## Problem description
The data below is to be output in full, unchanged.

*** Opening Provided information ***

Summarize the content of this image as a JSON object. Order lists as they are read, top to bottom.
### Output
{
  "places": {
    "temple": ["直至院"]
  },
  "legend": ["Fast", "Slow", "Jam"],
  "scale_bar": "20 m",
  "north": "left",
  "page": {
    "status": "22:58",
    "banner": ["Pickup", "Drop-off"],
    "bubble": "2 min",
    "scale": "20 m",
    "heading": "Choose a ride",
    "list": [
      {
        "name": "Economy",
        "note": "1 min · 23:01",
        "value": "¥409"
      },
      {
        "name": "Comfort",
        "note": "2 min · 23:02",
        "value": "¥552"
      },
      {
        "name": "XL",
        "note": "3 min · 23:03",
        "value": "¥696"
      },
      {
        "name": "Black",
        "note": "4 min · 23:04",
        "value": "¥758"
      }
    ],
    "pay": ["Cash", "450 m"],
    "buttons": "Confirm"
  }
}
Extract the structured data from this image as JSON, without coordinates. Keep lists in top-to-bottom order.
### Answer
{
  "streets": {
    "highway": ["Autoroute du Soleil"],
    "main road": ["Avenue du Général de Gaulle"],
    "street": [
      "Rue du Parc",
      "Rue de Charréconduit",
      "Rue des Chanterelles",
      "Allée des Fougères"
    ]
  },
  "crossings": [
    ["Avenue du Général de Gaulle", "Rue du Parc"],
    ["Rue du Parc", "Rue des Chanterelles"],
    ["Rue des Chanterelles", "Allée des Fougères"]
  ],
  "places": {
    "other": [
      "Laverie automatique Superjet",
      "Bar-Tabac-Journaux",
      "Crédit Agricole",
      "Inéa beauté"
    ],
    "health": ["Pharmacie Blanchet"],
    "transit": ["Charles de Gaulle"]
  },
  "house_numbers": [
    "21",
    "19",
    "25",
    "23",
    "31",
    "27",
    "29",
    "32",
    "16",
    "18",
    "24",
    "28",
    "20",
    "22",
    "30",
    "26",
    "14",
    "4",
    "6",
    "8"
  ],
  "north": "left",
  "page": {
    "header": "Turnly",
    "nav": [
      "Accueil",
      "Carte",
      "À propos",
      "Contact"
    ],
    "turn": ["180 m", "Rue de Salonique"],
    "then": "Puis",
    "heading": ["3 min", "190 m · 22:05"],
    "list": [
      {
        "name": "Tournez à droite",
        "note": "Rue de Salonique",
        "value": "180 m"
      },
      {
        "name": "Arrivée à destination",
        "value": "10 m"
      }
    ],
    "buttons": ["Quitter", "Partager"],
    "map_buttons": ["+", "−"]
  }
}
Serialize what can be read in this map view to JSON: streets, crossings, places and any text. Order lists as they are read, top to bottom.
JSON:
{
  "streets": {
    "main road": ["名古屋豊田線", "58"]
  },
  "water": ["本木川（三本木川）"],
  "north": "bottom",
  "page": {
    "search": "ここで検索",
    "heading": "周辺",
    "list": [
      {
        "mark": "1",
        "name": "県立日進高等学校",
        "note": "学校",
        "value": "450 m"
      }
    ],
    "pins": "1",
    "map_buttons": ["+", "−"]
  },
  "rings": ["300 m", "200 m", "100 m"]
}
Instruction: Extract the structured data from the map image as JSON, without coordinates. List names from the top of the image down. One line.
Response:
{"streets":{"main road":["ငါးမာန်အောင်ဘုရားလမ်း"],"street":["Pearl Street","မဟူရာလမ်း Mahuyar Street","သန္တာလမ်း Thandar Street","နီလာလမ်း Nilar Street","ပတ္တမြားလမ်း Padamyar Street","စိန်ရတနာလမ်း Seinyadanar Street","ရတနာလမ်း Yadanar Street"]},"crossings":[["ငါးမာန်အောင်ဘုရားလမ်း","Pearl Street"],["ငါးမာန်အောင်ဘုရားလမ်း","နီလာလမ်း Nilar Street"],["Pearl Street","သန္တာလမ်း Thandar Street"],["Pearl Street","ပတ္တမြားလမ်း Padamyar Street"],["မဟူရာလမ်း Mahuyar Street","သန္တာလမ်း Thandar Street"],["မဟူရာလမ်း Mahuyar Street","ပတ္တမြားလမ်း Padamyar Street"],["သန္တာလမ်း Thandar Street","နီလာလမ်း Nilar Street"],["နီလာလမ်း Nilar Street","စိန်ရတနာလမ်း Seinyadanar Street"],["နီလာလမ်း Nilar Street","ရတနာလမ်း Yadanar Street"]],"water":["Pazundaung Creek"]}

*** Closing Provided information ***

## Exercise result
Summarize the content of this image as a JSON object. Order lists as they are read, top to bottom.
### Output
{
  "places": {
    "temple": ["直至院"]
  },
  "legend": ["Fast", "Slow", "Jam"],
  "scale_bar": "20 m",
  "north": "left",
  "page": {
    "status": "22:58",
    "banner": ["Pickup", "Drop-off"],
    "bubble": "2 min",
    "scale": "20 m",
    "heading": "Choose a ride",
    "list": [
      {
        "name": "Economy",
        "note": "1 min · 23:01",
        "value": "¥409"
      },
      {
        "name": "Comfort",
        "note": "2 min · 23:02",
        "value": "¥552"
      },
      {
        "name": "XL",
        "note": "3 min · 23:03",
        "value": "¥696"
      },
      {
        "name": "Black",
        "note": "4 min · 23:04",
        "value": "¥758"
      }
    ],
    "pay": ["Cash", "450 m"],
    "buttons": "Confirm"
  }
}
Extract the structured data from this image as JSON, without coordinates. Keep lists in top-to-bottom order.
### Answer
{
  "streets": {
    "highway": ["Autoroute du Soleil"],
    "main road": ["Avenue du Général de Gaulle"],
    "street": [
      "Rue du Parc",
      "Rue de Charréconduit",
      "Rue des Chanterelles",
      "Allée des Fougères"
    ]
  },
  "crossings": [
    ["Avenue du Général de Gaulle", "Rue du Parc"],
    ["Rue du Parc", "Rue des Chanterelles"],
    ["Rue des Chanterelles", "Allée des Fougères"]
  ],
  "places": {
    "other": [
      "Laverie automatique Superjet",
      "Bar-Tabac-Journaux",
      "Crédit Agricole",
      "Inéa beauté"
    ],
    "health": ["Pharmacie Blanchet"],
    "transit": ["Charles de Gaulle"]
  },
  "house_numbers": [
    "21",
    "19",
    "25",
    "23",
    "31",
    "27",
    "29",
    "32",
    "16",
    "18",
    "24",
    "28",
    "20",
    "22",
    "30",
    "26",
    "14",
    "4",
    "6",
    "8"
  ],
  "north": "left",
  "page": {
    "header": "Turnly",
    "nav": [
      "Accueil",
      "Carte",
      "À propos",
      "Contact"
    ],
    "turn": ["180 m", "Rue de Salonique"],
    "then": "Puis",
    "heading": ["3 min", "190 m · 22:05"],
    "list": [
      {
        "name": "Tournez à droite",
        "note": "Rue de Salonique",
        "value": "180 m"
      },
      {
        "name": "Arrivée à destination",
        "value": "10 m"
      }
    ],
    "buttons": ["Quitter", "Partager"],
    "map_buttons": ["+", "−"]
  }
}
Serialize what can be read in this map view to JSON: streets, crossings, places and any text. Order lists as they are read, top to bottom.
JSON:
{
  "streets": {
    "main road": ["名古屋豊田線", "58"]
  },
  "water": ["本木川（三本木川）"],
  "north": "bottom",
  "page": {
    "search": "ここで検索",
    "heading": "周辺",
    "list": [
      {
        "mark": "1",
        "name": "県立日進高等学校",
        "note": "学校",
        "value": "450 m"
      }
    ],
    "pins": "1",
    "map_buttons": ["+", "−"]
  },
  "rings": ["300 m", "200 m", "100 m"]
}
Instruction: Extract the structured data from the map image as JSON, without coordinates. List names from the top of the image down. One line.
Response:
{"streets":{"main road":["ငါးမာန်အောင်ဘုရားလမ်း"],"street":["Pearl Street","မဟူရာလမ်း Mahuyar Street","သန္တာလမ်း Thandar Street","နီလာလမ်း Nilar Street","ပတ္တမြားလမ်း Padamyar Street","စိန်ရတနာလမ်း Seinyadanar Street","ရတနာလမ်း Yadanar Street"]},"crossings":[["ငါးမာန်အောင်ဘုရားလမ်း","Pearl Street"],["ငါးမာန်အောင်ဘုရားလမ်း","နီလာလမ်း Nilar Street"],["Pearl Street","သန္တာလမ်း Thandar Street"],["Pearl Street","ပတ္တမြားလမ်း Padamyar Street"],["မဟူရာလမ်း Mahuyar Street","သန္တာလမ်း Thandar Street"],["မဟူရာလမ်း Mahuyar Street","ပတ္တမြားလမ်း Padamyar Street"],["သန္တာလမ်း Thandar Street","နီလာလမ်း Nilar Street"],["နီလာလမ်း Nilar Street","စိန်ရတနာလမ်း Seinyadanar Street"],["နီလာလမ်း Nilar Street","ရတနာလမ်း Yadanar Street"]],"water":["Pazundaung Creek"]}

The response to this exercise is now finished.